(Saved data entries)

/---

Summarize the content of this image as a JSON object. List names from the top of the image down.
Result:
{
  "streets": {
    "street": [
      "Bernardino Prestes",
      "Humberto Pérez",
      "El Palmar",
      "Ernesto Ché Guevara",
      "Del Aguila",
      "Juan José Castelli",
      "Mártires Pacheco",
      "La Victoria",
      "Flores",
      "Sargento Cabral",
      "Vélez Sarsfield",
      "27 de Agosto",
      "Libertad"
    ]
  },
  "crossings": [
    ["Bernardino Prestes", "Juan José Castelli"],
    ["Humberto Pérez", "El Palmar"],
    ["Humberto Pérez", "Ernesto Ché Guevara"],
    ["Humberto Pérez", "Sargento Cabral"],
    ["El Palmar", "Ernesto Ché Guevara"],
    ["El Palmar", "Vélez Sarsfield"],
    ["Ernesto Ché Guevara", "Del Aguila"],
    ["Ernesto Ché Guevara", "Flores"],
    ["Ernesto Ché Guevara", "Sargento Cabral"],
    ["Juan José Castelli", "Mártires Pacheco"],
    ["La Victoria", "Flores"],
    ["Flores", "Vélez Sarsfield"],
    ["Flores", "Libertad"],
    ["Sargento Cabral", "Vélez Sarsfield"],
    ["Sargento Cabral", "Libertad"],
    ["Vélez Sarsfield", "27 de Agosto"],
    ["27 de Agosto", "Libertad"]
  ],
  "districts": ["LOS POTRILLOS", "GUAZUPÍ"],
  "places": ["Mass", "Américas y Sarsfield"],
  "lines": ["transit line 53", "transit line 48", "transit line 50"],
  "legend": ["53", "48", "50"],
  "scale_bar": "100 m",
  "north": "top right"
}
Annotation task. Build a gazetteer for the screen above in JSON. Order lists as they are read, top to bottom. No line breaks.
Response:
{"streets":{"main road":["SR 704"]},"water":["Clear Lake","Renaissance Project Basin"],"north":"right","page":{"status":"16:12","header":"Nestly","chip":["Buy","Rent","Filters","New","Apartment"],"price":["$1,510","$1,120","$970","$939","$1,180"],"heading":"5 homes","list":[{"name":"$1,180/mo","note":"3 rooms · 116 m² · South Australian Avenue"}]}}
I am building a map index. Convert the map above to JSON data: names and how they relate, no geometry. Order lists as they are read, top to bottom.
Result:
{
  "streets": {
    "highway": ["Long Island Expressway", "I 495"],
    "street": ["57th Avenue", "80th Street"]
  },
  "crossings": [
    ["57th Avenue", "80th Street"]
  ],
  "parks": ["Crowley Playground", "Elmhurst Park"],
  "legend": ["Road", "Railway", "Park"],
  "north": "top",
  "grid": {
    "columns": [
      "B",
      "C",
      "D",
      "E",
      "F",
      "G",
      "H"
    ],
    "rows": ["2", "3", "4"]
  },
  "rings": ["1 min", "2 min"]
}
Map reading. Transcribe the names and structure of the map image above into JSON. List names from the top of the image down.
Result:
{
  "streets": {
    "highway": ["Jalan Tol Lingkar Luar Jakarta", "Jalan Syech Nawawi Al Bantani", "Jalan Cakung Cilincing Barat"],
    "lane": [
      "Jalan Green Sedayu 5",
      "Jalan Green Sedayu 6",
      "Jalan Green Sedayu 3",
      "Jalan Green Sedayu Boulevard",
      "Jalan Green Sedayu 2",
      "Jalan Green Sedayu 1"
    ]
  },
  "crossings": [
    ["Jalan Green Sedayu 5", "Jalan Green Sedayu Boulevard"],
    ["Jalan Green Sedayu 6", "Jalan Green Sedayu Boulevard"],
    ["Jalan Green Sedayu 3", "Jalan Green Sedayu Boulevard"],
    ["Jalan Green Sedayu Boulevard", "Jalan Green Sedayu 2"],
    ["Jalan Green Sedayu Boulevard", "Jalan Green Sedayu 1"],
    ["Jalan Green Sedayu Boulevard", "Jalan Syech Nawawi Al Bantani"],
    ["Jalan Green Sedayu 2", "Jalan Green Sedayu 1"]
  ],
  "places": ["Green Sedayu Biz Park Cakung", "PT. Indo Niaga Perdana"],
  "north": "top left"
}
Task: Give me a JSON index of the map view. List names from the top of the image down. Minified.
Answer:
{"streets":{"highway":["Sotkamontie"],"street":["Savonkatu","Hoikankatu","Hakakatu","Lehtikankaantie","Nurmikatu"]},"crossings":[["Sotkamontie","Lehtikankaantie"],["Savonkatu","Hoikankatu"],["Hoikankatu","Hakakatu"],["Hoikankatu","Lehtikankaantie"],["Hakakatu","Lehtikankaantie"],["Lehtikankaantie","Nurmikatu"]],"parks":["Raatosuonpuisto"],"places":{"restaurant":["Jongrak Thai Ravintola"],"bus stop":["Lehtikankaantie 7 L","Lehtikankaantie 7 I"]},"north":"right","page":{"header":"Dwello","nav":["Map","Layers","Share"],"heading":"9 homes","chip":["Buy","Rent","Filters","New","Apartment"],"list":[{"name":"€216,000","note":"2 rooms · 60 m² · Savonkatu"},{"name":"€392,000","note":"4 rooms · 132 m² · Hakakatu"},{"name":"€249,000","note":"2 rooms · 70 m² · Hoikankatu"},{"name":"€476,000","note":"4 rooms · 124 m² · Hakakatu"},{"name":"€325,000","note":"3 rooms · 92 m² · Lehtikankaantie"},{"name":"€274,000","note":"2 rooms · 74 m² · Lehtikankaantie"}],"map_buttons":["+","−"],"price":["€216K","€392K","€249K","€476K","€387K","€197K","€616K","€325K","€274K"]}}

\---

• [Task requirements] From the entries, give the number of lines where the string "Rent" is found, and nothing else.

• [Response to this exercise] 2